The task force’s proposals would require association board members to complete maintenance, repair and replacement of structural and life-safety systems in a “timely” manner, largely without the need for a unit-owner vote. Further, the amendments seek to give a condominium board the authority to adopt special assessments or borrow money on behalf of the association to fund necessary maintenance, also without a unit-owner vote.

The task force recommends more frequent inspections, carried out in a uniform, prescribed format by qualified engineers and architects. For transparency’s sake, those inspection reports must be made readily available to all unit owners via the association’s website.

Perhaps most important of all, the task force recommends that associations be obligated to perform future maintenance cost studies and hold financial reserves or establish borrowing capacity equal to at least 50% of the expected repair and replacement costs.
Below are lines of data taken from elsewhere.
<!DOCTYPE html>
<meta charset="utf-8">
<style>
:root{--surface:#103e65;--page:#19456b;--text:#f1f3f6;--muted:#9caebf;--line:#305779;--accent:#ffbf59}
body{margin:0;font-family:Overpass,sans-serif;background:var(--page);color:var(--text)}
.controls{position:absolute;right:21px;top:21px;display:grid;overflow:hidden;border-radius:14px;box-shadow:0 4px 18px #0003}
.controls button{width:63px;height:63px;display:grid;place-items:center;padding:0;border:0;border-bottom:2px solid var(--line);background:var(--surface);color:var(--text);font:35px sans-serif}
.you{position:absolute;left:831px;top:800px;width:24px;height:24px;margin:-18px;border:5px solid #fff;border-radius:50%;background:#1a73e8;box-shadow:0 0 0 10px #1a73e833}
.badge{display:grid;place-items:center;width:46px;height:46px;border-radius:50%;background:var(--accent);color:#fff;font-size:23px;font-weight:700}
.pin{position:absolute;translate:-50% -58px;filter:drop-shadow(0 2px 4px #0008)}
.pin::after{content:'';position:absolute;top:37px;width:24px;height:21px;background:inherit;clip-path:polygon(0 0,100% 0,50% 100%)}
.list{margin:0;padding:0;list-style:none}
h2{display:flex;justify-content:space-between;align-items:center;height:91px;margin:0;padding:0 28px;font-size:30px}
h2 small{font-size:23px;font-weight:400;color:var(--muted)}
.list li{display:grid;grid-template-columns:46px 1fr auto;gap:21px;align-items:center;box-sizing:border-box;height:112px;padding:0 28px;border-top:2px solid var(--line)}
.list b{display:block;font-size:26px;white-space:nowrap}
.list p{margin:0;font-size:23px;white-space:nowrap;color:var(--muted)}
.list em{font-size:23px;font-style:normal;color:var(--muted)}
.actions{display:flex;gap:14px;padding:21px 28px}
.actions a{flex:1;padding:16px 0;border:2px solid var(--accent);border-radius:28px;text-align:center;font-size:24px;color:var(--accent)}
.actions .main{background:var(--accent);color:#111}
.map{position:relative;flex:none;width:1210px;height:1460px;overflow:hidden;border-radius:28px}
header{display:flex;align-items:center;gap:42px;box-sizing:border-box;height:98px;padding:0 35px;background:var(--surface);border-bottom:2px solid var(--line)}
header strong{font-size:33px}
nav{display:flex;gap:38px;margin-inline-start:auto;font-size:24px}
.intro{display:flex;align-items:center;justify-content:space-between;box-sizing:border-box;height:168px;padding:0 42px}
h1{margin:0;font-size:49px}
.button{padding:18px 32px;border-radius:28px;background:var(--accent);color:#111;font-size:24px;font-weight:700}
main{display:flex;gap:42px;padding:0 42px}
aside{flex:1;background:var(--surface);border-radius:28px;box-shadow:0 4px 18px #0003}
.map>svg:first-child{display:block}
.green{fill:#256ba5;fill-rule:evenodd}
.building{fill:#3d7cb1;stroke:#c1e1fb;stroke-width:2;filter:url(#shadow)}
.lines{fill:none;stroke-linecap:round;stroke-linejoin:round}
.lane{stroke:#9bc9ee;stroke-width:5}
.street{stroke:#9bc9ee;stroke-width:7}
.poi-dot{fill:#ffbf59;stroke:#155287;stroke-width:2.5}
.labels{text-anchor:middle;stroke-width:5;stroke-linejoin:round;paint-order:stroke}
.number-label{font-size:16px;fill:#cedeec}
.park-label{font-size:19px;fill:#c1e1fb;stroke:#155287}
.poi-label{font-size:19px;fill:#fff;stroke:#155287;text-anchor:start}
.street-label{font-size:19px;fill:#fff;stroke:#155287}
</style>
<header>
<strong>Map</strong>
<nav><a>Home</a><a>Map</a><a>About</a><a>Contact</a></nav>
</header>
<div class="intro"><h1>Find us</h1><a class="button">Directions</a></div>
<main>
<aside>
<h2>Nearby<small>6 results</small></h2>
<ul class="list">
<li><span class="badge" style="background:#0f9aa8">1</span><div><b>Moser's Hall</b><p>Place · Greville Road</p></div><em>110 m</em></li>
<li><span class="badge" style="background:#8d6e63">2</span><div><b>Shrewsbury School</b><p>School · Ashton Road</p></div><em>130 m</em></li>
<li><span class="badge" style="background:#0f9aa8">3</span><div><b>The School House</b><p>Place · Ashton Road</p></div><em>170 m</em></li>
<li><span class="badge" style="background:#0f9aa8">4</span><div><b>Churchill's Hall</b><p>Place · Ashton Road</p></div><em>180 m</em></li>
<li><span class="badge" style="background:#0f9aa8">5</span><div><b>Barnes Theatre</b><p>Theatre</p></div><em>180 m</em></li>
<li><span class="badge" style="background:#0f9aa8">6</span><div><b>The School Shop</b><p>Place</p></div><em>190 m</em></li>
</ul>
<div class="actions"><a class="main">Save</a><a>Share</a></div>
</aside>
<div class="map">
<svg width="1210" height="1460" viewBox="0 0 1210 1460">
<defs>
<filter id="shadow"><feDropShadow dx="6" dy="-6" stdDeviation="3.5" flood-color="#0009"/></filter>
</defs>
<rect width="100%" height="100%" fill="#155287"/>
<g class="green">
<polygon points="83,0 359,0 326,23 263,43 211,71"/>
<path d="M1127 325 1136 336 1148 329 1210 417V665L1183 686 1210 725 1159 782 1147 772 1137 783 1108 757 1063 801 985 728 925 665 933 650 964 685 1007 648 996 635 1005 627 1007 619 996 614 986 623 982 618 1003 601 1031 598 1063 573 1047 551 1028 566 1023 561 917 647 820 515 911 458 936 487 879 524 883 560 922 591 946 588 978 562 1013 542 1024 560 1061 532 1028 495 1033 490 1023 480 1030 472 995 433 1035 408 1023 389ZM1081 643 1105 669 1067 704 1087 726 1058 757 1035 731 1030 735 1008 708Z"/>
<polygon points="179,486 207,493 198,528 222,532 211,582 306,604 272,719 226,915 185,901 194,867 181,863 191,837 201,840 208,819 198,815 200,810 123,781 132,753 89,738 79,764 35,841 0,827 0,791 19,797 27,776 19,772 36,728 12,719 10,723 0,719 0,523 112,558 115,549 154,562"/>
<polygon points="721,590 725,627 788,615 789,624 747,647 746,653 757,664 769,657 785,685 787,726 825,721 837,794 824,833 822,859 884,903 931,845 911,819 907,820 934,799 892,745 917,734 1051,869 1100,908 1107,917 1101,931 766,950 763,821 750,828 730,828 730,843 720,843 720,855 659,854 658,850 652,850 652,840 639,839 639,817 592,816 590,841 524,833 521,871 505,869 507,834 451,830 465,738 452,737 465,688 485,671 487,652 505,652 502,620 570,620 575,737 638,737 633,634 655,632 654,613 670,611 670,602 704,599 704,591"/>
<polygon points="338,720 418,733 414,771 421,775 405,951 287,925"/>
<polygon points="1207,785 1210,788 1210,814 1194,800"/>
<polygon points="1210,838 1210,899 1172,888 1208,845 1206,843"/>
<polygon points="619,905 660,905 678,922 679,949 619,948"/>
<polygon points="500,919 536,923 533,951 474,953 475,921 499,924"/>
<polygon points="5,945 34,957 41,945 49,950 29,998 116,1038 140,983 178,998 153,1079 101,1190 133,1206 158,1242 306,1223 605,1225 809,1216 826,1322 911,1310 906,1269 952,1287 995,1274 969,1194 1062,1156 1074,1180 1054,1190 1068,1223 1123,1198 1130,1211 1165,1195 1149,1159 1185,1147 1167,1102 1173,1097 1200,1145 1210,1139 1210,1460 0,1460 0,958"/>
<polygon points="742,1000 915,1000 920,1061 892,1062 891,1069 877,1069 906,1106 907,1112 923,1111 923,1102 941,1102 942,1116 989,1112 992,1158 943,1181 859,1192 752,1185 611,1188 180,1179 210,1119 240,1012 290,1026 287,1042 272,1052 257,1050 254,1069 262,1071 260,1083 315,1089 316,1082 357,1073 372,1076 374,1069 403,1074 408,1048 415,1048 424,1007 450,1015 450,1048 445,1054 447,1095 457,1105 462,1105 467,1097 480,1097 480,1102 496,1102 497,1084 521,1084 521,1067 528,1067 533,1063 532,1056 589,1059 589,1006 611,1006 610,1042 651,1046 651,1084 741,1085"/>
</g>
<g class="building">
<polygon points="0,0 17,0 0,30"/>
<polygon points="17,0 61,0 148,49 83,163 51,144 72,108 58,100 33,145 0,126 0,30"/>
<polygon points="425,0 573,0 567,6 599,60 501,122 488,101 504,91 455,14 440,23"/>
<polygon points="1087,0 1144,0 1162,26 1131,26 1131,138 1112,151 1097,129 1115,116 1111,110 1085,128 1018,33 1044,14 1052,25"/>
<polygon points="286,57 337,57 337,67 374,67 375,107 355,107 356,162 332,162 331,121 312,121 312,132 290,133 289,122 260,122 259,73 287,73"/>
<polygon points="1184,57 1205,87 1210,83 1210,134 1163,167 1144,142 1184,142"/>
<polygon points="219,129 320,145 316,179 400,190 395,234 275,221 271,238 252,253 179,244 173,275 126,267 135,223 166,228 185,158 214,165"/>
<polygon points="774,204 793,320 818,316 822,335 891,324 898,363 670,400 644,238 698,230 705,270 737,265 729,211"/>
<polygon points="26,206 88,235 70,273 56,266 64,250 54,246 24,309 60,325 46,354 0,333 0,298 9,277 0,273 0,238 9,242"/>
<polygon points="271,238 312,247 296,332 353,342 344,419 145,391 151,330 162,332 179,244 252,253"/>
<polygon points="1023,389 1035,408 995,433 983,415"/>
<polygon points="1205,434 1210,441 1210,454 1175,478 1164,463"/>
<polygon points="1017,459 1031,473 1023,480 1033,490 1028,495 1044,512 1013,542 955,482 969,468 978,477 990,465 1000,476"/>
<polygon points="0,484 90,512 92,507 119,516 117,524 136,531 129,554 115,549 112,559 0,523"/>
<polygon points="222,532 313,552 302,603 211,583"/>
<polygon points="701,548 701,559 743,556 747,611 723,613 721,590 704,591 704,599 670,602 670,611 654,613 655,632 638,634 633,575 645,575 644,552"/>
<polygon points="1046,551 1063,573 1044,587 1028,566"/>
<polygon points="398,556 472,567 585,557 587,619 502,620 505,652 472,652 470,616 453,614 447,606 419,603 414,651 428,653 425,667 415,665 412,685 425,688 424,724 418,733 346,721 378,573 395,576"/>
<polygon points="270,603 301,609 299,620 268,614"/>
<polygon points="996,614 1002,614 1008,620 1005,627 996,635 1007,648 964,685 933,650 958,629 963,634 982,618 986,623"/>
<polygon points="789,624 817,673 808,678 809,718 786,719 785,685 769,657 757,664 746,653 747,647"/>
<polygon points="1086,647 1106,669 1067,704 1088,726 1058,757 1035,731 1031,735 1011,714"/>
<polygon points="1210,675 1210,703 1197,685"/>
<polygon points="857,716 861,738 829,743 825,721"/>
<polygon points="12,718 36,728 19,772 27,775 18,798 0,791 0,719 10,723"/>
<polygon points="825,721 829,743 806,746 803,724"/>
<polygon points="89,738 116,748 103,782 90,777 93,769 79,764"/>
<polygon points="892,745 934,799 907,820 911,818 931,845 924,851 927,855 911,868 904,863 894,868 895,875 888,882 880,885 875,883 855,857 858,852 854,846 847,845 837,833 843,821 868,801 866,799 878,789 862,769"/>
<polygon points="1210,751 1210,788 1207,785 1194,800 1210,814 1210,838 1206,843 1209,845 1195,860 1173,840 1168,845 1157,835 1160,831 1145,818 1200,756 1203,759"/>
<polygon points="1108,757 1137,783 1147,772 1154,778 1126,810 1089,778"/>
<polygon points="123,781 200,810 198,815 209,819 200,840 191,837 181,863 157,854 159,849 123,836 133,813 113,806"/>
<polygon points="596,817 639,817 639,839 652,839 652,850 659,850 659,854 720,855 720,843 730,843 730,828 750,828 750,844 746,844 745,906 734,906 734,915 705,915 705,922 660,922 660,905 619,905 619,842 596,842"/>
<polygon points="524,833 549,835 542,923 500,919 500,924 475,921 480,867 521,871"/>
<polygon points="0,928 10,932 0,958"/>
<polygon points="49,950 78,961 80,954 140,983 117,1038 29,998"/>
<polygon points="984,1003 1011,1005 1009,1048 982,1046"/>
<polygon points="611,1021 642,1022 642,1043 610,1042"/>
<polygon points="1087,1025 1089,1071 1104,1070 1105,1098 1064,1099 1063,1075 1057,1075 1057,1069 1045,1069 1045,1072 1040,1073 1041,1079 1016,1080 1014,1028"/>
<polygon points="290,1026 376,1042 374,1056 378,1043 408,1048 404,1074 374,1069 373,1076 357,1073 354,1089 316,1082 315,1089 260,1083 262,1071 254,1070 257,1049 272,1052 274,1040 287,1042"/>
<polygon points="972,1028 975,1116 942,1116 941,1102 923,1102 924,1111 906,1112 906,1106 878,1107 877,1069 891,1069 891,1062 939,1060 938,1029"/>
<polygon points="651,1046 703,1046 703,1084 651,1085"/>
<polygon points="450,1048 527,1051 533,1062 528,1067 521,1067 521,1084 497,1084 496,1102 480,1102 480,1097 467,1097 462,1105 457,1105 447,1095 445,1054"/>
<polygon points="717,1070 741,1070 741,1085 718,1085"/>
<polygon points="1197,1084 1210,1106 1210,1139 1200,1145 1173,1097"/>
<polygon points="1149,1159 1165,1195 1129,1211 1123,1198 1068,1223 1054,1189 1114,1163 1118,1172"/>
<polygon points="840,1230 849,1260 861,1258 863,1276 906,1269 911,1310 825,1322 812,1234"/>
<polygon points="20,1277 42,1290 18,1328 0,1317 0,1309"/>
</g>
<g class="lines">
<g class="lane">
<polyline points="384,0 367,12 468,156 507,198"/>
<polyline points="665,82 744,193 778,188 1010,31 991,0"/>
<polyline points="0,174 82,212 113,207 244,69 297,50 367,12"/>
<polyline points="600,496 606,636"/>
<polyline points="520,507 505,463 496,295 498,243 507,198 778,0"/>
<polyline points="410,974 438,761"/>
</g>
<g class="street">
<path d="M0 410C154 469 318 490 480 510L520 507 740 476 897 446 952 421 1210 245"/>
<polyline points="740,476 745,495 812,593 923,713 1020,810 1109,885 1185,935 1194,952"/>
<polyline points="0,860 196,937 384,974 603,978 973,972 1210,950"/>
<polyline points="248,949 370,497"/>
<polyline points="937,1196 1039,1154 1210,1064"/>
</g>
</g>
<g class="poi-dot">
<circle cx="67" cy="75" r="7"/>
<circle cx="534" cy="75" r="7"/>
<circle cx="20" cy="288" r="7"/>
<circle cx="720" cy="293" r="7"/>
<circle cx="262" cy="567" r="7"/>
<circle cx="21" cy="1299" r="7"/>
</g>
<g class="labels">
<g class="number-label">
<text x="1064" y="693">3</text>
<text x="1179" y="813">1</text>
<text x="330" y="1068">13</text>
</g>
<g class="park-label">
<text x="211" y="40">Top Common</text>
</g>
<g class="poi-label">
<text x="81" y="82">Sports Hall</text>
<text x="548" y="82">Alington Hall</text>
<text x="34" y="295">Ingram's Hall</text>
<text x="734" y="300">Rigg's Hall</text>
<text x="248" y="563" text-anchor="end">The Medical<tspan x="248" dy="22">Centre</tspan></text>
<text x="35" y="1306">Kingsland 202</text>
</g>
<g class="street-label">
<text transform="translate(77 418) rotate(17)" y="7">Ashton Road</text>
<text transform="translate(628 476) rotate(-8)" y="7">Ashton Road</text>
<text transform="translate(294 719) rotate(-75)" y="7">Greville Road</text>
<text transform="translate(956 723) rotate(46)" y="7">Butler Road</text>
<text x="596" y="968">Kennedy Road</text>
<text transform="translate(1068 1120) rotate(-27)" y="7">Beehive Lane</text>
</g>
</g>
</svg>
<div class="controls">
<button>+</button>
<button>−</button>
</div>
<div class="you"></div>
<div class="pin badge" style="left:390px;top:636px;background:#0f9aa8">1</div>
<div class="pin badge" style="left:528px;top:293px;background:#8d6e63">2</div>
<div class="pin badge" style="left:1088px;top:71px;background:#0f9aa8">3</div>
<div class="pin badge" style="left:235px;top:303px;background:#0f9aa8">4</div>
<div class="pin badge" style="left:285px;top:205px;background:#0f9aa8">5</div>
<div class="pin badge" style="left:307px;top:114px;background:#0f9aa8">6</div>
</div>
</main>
Recognizing that these financial requirements could put a significant burden on unit owners with fixed incomes or limited financial resources, the task force also recommends creating special, low-cost financing programs for those who qualify.

All of this makes good sense. Detractors, however, worry that the new regulations will drive up the cost of condominium living, putting a strain on Florida’s retirees and others on a fixed income.

But will it? Deferred maintenance usually ends up costing more in the long run, as minor fixes deteriorate into complete replacements. At a condominium, that means low monthly maintenance fees today turn into tomorrow’s special assessments, which can often run into the tens of thousands of dollars per unit, or even more.

Deferred maintenance also depresses a condominium resident’s property value. A group of real-estate agents recently told the Miami Herald that condominium buyers won’t even consider an older building that hasn’t passed — or is in the middle repairs related to — its 40-year recertification.

Therefore, proper maintenance is a fiscally sound choice. It saves money in the long run. It preserves property values. And it eliminates risk. Encourage the Florida Legislature to do the right thing by emailing your representative.

If we’re lucky, “to fix or not to fix” no longer will be the existential question tearing condominium communities apart.